Crimeia declara 'independência' e pede anexação à Rússia

  • 17 março 2014
Soldados pró-Rússia montam guarda do lado de fora de uma base militar na cidade ucraniana de Perevalne, em imagem do dia 17 de março de 2014 (AP)
Políticos europeus teriam divergências sobre as sanções a serem adotadas contra autoridades russas

O Parlamento da Crimeia declarou formalmente que a região se separou da Ucrânia e pediu ao Kremlin para ser anexada à Rússia.

A ação veio após o polêmico referendo de domingo, em que, segundo autoridades locais, quase 97% dos eleitores votaram pela separação da Ucrânia.

Ainda segundo as autoridades locais, 83% dos eleitores participaram do pleito.

O governo da Ucrânia descreveu a votação como um "circo" e disse que não reconhece o resultado.

A União Europeia (UE) e os Estados Unidos disseram que a votação foi ilegal e que devem adotar sanções contra a Rússia.

A Rússia afirma que a votação atendeu às leis internacionais.

Enquanto as urnas estavam sendo fechadas no domingo à noite, a Casa Branca disse que a comunidade internacional ''não reconhecerá os resultados de uma votação realizada sob ameaças de violência" e descreveu as ações da Rússia, acusada de incitar o separatismo na região desde a derrubada do presidente ucraniano pró-Rússia Viktor Yanukovych, como "perigosas e desestabilizantes".

Vistos e bloqueios de bens

O primeiro-ministro da Crimeia, Sergei Aksyonov, deve viajar para Moscou nesta segunda-feira para pedir formalmente que a região passe a fazer parte da Rússia.

Para esta segunda-feira também estava previsto um encontro entre ministros de Relações Exteriores de países da UE para decidir uma possível ação retaliatória contra a Rússia.
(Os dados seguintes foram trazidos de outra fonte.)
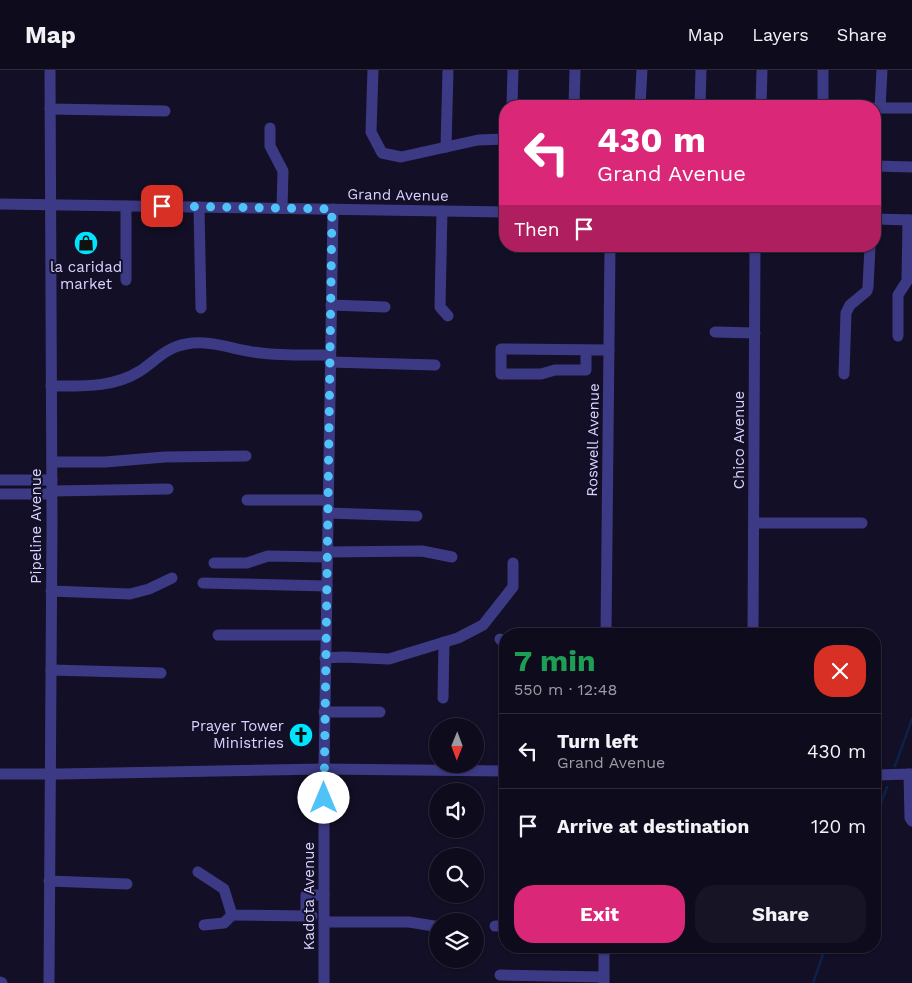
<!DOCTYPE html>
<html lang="en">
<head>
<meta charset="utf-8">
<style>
	body { margin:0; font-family:"Work Sans",sans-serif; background:#171425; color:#f1f3f6; height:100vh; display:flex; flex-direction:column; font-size:19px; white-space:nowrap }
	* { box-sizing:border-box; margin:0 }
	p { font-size:16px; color:#9b9ba3 }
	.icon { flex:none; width:28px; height:28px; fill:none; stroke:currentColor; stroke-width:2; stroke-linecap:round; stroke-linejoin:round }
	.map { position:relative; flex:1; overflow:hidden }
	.sheet { position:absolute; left:499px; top:558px; width:382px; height:325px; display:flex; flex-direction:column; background:#0e0b1c; border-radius:20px; box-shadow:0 1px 4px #0004,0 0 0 1px #2e2b3b }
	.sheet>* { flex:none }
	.banner { position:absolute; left:499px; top:30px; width:382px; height:152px; border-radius:20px; box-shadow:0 1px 4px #0004,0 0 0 1px #2e2b3b; background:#db2777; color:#fff; overflow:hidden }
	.needle { width:32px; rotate:181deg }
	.buttons { position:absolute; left:429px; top:648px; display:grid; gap:10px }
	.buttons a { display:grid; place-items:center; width:55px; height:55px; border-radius:50%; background:#0e0b1c; box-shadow:0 1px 4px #0004,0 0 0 1px #2e2b3b; font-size:25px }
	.pin { position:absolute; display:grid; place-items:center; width:42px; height:42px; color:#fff; margin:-21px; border-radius:10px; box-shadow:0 2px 8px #0006 }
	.me { position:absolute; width:55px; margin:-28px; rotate:0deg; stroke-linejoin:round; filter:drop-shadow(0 0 4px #0008) }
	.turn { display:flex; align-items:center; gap:18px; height:105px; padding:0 15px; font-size:22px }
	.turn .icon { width:65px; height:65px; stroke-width:2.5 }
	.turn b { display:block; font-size:35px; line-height:42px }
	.then { display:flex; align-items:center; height:48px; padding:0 15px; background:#0003; gap:10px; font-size:19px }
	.round { display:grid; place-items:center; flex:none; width:52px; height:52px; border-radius:20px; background:#171425 }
	.head { display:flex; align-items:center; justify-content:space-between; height:85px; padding:0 15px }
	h1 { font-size:30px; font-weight:700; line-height:38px; color:#1e9e55 }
	.primary-button { display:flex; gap:10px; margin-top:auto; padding:10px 15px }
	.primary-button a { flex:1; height:58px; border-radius:20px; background:#db2777; color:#fff; font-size:20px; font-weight:700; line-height:58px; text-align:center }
	.primary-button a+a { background:#171425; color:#f1f3f6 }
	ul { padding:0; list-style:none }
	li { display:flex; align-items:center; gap:15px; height:75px; padding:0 15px; border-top:1px solid #2e2b3b }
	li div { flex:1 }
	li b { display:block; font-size:19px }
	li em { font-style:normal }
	header { display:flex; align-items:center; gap:30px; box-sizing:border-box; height:70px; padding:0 25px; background:#0e0b1c; border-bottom:1px solid #2e2b3b }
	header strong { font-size:24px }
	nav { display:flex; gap:28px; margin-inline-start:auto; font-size:18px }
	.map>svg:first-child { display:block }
</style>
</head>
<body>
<header>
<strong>Map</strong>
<nav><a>Map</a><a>Layers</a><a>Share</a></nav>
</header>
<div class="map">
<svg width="912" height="913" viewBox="0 0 912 913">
	<rect width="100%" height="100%" fill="#130f26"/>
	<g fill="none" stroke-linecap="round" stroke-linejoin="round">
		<g stroke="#0c2248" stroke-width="2.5">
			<polyline points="895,696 912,649"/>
			<polyline points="875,749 887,717"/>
			<polyline points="813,913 826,876"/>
		</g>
		<g stroke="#3d3a85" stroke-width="11">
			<polyline points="373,0 371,62 382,83 401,87 478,70 505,69"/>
			<polyline points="823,0 823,36"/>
			<polyline points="512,36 513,0"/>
			<polyline points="574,36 575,0"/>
			<polyline points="640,36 642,0"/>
			<polyline points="700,36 701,0"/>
			<polyline points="761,36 762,0"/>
			<polyline points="875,38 912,38"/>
			<polyline points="880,38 882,0"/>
			<polyline points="50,39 165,41"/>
			<polyline points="270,58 270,76 283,101 282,138"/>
			<polyline points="446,77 448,0"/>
			<polyline points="875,96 912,97"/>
			<polyline points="0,134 505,142"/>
			<polyline points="126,136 126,210"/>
			<polyline points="199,137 201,238"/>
			<polyline points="442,141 440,237 448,246"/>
			<polyline points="875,149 912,150"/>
			<polyline points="331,235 385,237"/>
			<polyline points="715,262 755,263"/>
			<polyline points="898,266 898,225 907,211 908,150"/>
			<polyline points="586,280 586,300 555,300 541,304 501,304 501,279 609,280"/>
			<polyline points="330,292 435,295"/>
			<polyline points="844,304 846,243 850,235 867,221 868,217 870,176"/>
			<path d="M51 316C82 316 113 318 140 301 155 291 167 277 186 274 212 269 236 281 261 283 284 286 307 285 330 285"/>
			<polyline points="52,392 105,392 165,387 246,386"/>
			<polyline points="0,410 52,410"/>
			<polyline points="52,421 168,419"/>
			<polyline points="0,424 52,424"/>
			<polyline points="247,430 328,430"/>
			<polyline points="328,443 417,446"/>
			<polyline points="754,453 862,453"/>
			<polyline points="327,482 422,481 452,487"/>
			<polyline points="214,493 247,493 268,486 327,487"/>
			<polyline points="203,513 327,516"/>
			<polyline points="51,521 130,524 149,519 172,508"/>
			<polyline points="606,564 610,176"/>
			<polyline points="753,564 755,176"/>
			<polyline points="218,565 326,565"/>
			<polyline points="500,569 505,574"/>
			<polyline points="325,588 343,587 389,589 458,568 483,555 513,517 513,493"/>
			<polyline points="51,600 161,603"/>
			<polyline points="443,628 444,572"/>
			<polyline points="324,642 380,642"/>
			<polyline points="0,704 61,704 324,699 505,701"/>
			<polyline points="909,704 910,748 912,751"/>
			<polyline points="875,705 912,704"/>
			<polyline points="198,802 224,819 232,845 306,846"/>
			<polyline points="49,811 127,814"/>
			<polyline points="312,846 306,846 306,825 324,825"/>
			<polyline points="324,852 409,852 434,856"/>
			<polyline points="204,855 224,853 232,845"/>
			<polyline points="495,856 505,856"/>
			<polyline points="500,905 604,907"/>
			<polyline points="0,912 2,913"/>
			<polyline points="49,913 52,454 50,0"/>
			<polyline points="324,913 324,699 333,139"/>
			<polyline points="604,913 604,876"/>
		</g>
	</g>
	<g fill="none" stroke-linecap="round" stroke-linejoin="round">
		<polyline stroke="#4fc3f7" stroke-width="9" stroke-dasharray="0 16.2" points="162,136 332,139 324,728"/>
	</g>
	<defs>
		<g id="shop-disc" transform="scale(1.25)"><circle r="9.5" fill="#00e5ff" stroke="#130f26"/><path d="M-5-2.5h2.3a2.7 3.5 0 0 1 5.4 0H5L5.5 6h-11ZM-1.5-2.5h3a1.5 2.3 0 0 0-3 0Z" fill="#111"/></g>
		<g id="church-disc" transform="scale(1.25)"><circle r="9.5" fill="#00e5ff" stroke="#130f26"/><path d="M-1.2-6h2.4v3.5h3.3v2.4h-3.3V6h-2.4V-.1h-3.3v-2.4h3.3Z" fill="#111"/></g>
	</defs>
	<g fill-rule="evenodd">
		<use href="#shop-disc" x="86" y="173"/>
		<use href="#church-disc" x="301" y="665"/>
	</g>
	<g text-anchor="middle" stroke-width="4" stroke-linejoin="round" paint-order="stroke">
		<g font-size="15" fill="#d9d4ff" stroke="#130f26">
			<text transform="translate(398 125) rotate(1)" y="5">Grand Avenue</text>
			<text transform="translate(593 370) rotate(-89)" y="5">Roswell Avenue</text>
			<text transform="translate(739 370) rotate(-90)" y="5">Chico Avenue</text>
			<text transform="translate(36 456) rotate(-90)" y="5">Pipeline Avenue</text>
			<text transform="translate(309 826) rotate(-90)" y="5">Kadota Avenue</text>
		</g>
		<g font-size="15" fill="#d9d4ff" stroke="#130f26">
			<text x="86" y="202">la caridad<tspan x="86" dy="17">market</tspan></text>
			<text x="284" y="661" text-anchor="end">Prayer Tower<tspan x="284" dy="17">Ministries</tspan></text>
		</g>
	</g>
</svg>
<div class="buttons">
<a><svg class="needle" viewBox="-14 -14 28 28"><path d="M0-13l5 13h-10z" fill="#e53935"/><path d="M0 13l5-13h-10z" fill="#9b9ba3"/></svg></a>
<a><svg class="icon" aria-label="sound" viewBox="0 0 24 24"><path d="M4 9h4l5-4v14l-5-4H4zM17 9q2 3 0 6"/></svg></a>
<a><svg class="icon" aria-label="search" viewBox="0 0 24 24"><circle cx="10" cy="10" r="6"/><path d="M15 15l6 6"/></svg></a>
<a><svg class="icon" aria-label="layers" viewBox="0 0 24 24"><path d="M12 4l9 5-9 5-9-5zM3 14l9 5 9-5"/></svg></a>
</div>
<div class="pin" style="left:162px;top:136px;background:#d93025"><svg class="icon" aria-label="arrive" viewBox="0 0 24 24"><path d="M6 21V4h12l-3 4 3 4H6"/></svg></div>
<svg class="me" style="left:324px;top:728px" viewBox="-20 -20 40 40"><circle r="19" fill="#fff"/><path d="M0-13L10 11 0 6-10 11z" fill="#4fc3f7"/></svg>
<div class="banner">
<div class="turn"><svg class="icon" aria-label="left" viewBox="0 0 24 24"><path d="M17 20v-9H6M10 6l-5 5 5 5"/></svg><div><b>430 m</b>Grand Avenue</div></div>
<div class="then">Then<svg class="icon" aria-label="arrive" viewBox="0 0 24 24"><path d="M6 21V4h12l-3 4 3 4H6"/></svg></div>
</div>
<section class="sheet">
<div class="head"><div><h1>7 min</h1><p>550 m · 12:48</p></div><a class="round" style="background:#d93025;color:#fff"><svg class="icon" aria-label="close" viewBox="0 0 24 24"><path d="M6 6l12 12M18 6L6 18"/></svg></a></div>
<ul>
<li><svg class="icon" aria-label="left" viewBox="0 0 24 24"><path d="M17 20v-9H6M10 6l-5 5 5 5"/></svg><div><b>Turn left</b><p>Grand Avenue</p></div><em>430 m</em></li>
<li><svg class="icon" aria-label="arrive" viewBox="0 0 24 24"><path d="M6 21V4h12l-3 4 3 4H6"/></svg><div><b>Arrive at destination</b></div><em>120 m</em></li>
</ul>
<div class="primary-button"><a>Exit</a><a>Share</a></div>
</section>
</div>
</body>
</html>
O bloco formado por 28 países está estudando a possibilidade de vetar vistos e bloquear bens de diversas autoridades russas.

A União Europeia já havia suspendido negociações com a Rússia sobre um pacto econômico e sobre a redução de restrições à concessão de vistos.

O ministro das Relações Exteriores da Grã-Bretanha, William Hague, disse em entrevista à BBC que está confiante de que a União Europeia irá impor restrições contra políticos russos e da Crimeia.

Michael Fuchs, vice-líder parlamentar do CDU, partido que controla o governo de coalizão da Alemanha, defendeu que os alemães deveriam reduzir suas compras de gás da Rússia.

Divergências

Segundo o editor para Europa da BBC, Gavin Hewitt, ainda não está claro se o alvo das restrições a serem impostas pela União Europeia seriam políticos envolvidos com a tomada da Crimeia ou membros do círculo interno do presidente Vladimir Putin.

De acordo com Hewitt, há divisões entre os 28 países. Uns argumentam que se o bloco europeu não agir com firmeza contra as autoridades russas, isso poderá ser visto como um sinal de fraqueza. Outros dizem que Bruxelas não poderá impor sanções contra pessoas com quem ela terá de negociar mais cedo ou mais tarde.

Cerca de 58% dos habitantes da Crimeia são de etnia russa. Os demais moradores da região são ucranianos e tártaros.

Muitos dos tártaros com quem a reportagem da BBC conversou na região boicotaram a votação e afirmam que a vida sob o Kremlin seria pior.

Os tártaros foram deportados em 1944 para a Ásia Central por Josef Stálin, o então líder da União Soviética, e só conseguiram regressar à Ucrânia após o fim do império soviético. Muitos deles querem que a Crimeia permaneça ligada à Ucrânia.